Wednesday, April 16, 2008

Scientists Weigh in on Biofuels vs. Food Debate

I'm blogging for PopSci.com from the first annual BioMass conference in Minneapolis. Latest post here.

Tuesday, April 15, 2008

Biofuel Diversity at the University of North Dakota

Yesterday I visited a research facility in North Dakota creating jet fuel out of vegetable oil, and I've posted a report on popsci.com.

Friday, April 11, 2008

DARPA Turns 50

I've just posted my reporting on last night's 50th anniversary celebration for the Defense Advanced Research Projects agency on the Popular Science website at PopSci.com.

Friday, April 04, 2008

DARPA's bionic arm project

One of the fascinating projects I'm researching for my book about DARPA is the Revolutionizing Prosthetics program. I recently spoke with DARPA's program manager for the project, Army Colonel and intensive care unit doctor Geoffrey Ling, who filled me in on how the program came to be and his goals for it.

Ling was on a tour of duty in Afghanistan when he treated a young boy who'd lost an arm and a leg to a Russian land mine. That's what planted the seeds in his mind for what became Revolutionizing Prosthetics. That, and an encounter with a young American soldier in Iraq who wept when Ling told him his million-dollar wound would get him sent home.

As Ling explained it to me, the goal of his program is a "brain-controlled arm that functions at the level of capacity of an arm, that looks like an arm, that weighs like an arm, and also gives you sensory feedback just like your arm would, and we want it within four years."

The clock started ticking in 2005 and now the arm is due in 2009. The work is going on at the Applied Physics Lab at Johns Hopkins University. That's a prototype the group produced last year. I'll get a full update on current progress at a massive, convention-style meeting of all the participating researchers in Maryland later this month.

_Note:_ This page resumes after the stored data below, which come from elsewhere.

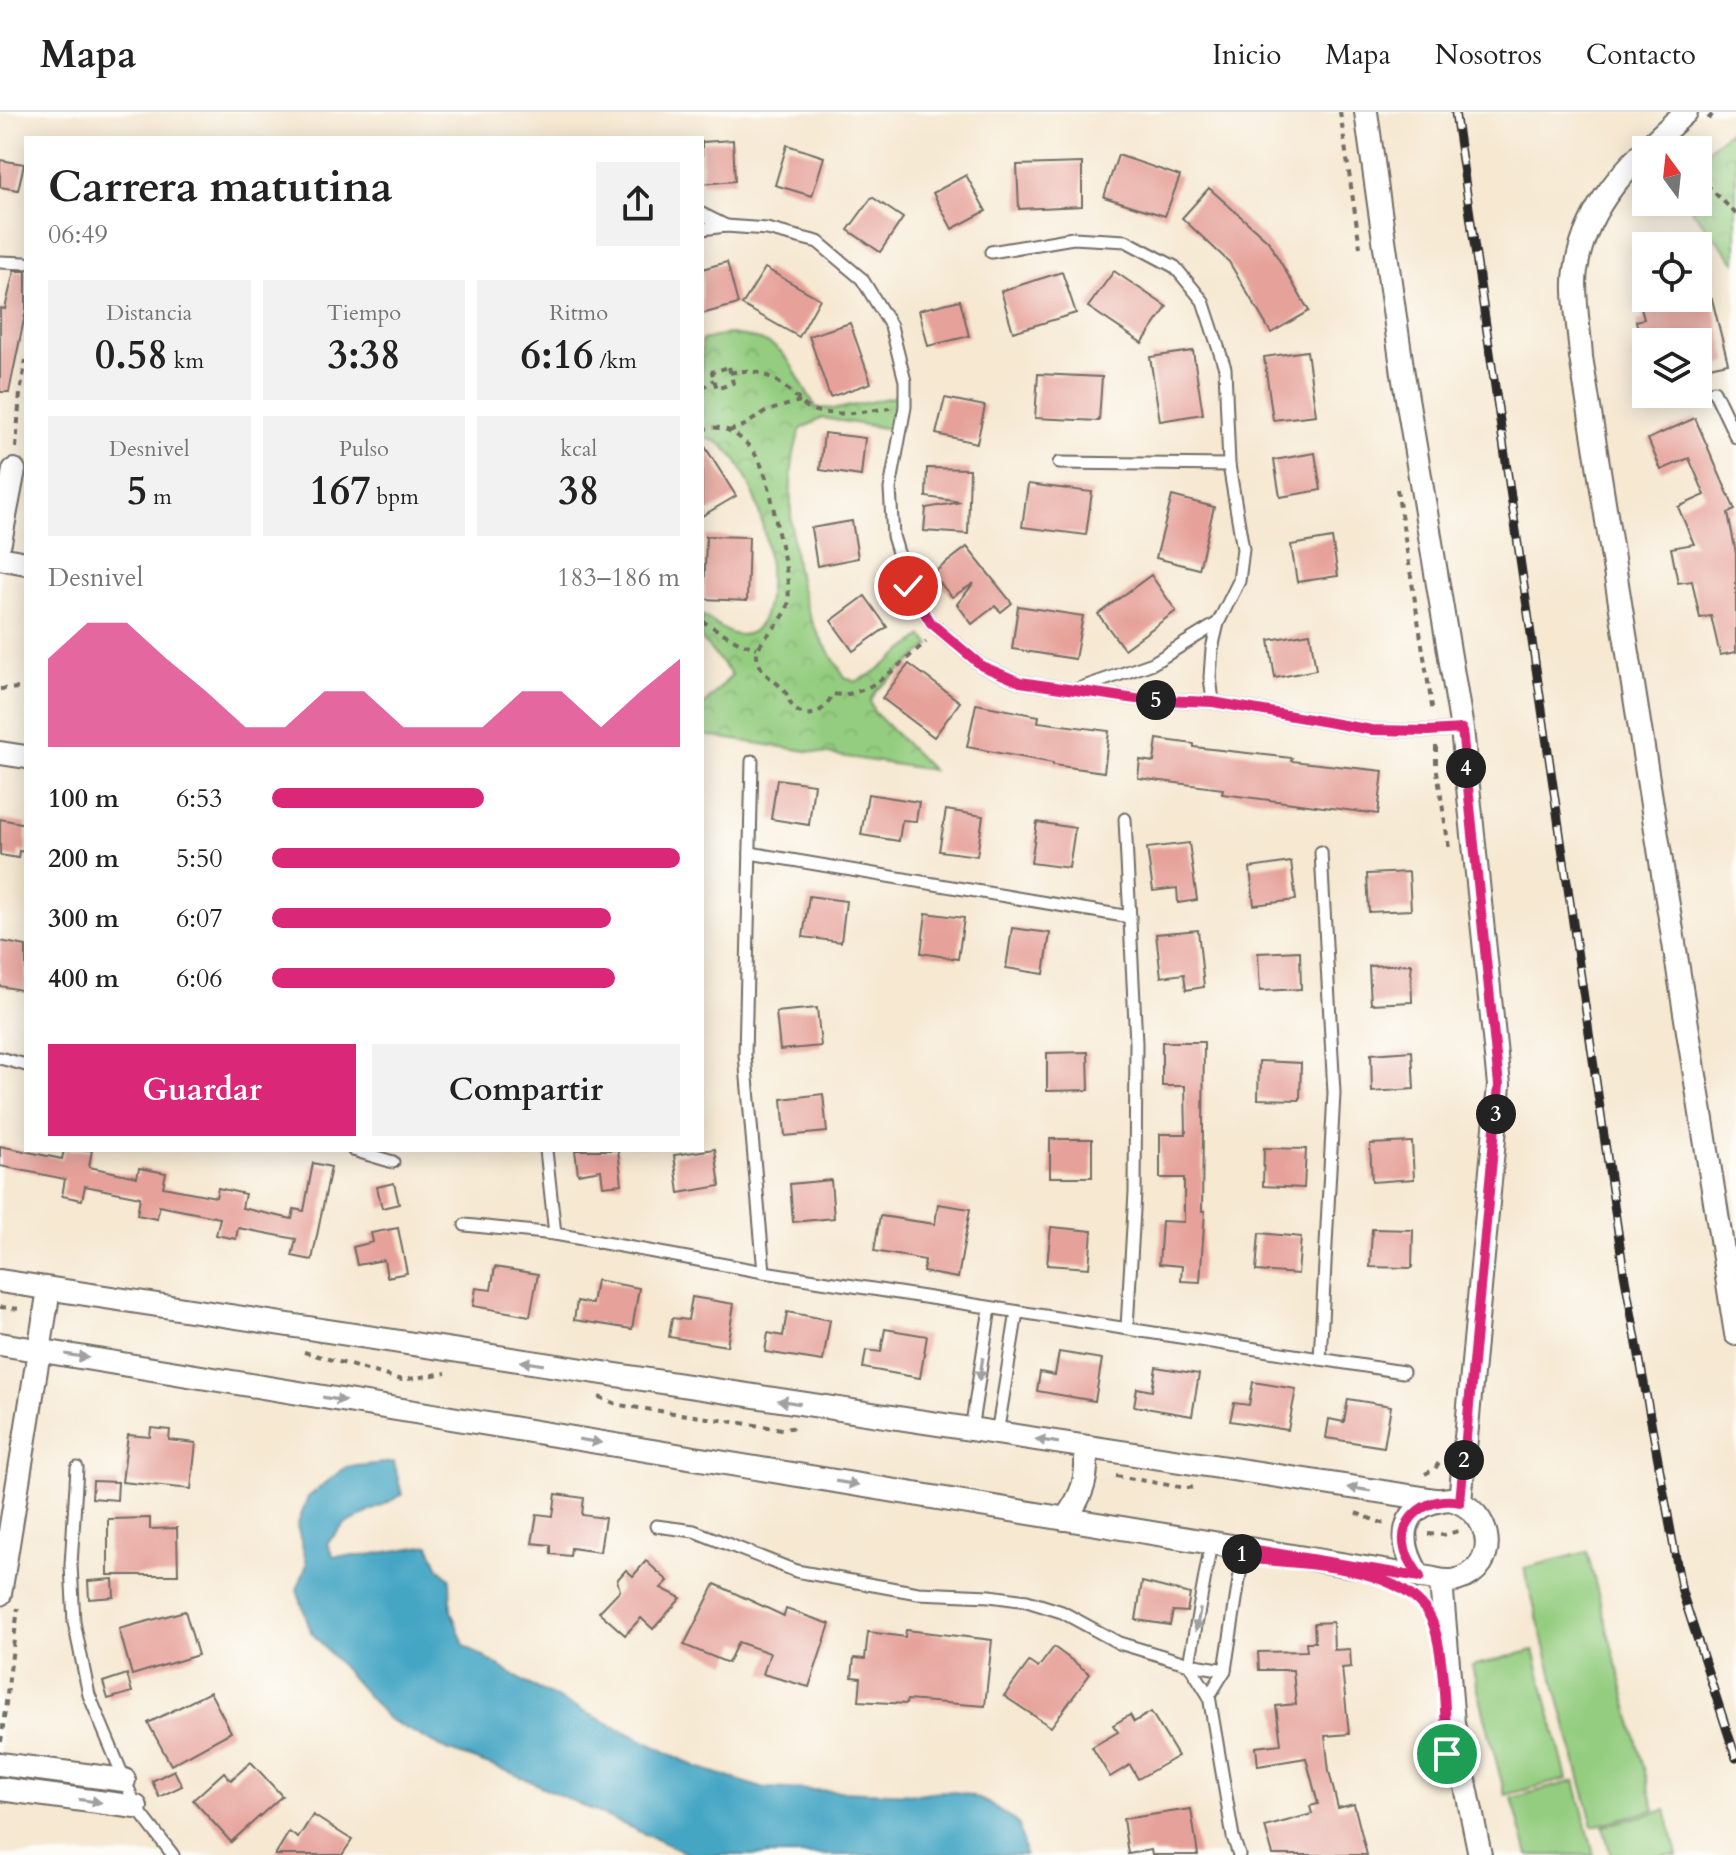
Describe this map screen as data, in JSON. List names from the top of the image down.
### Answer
{
  "north": "top",
  "page": {
    "header": "Mapa",
    "nav": [
      "Inicio",
      "Mapa",
      "Nosotros",
      "Contacto"
    ],
    "heading": ["Carrera matutina", "06:49"],
    "stats": [
      ["Distancia", "0.58 km"],
      ["Tiempo", "3:38"],
      ["Ritmo", "6:16 /km"],
      ["Desnivel", "5 m"],
      ["Pulso", "167 bpm"],
      ["kcal", "38"]
    ],
    "chart": ["Desnivel", "183–186 m"],
    "pins": [
      "5",
      "4",
      "3",
      "2",
      "1"
    ],
    "list": [
      {
        "name": "100 m",
        "note": "6:53"
      },
      {
        "name": "200 m",
        "note": "5:50"
      },
      {
        "name": "300 m",
        "note": "6:07"
      },
      {
        "name": "400 m",
        "note": "6:06"
      }
    ],
    "buttons": ["Guardar", "Compartir"]
  }
}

Meanwhile, just to hedge his bets and get something in the pipeline even faster, Ling created a two-year arm project, now finishing up work at Dean Kamen's DEKA Research (of Segway Human Transporter fame).

Ling calls this one the strap-and-go arm."You wake up in the morning, you put it on, and off you go. It doesn't require hooking up to your brain or anything like that, it's a strap-and-go arm. So we recognize that the strap-and-go arm will not be as dexterous and as functional as the brain controlled one but it needed to be a whole lot better than the hook that's available today--you know, the thing out of Peter Pan?"

I reported on DEKA's arm last year, and I'm due for an update. Ling says progress since then has been amazing. "It's a fantastic arm," says Ling. "Mike, you have to see it to believe it." I'm there.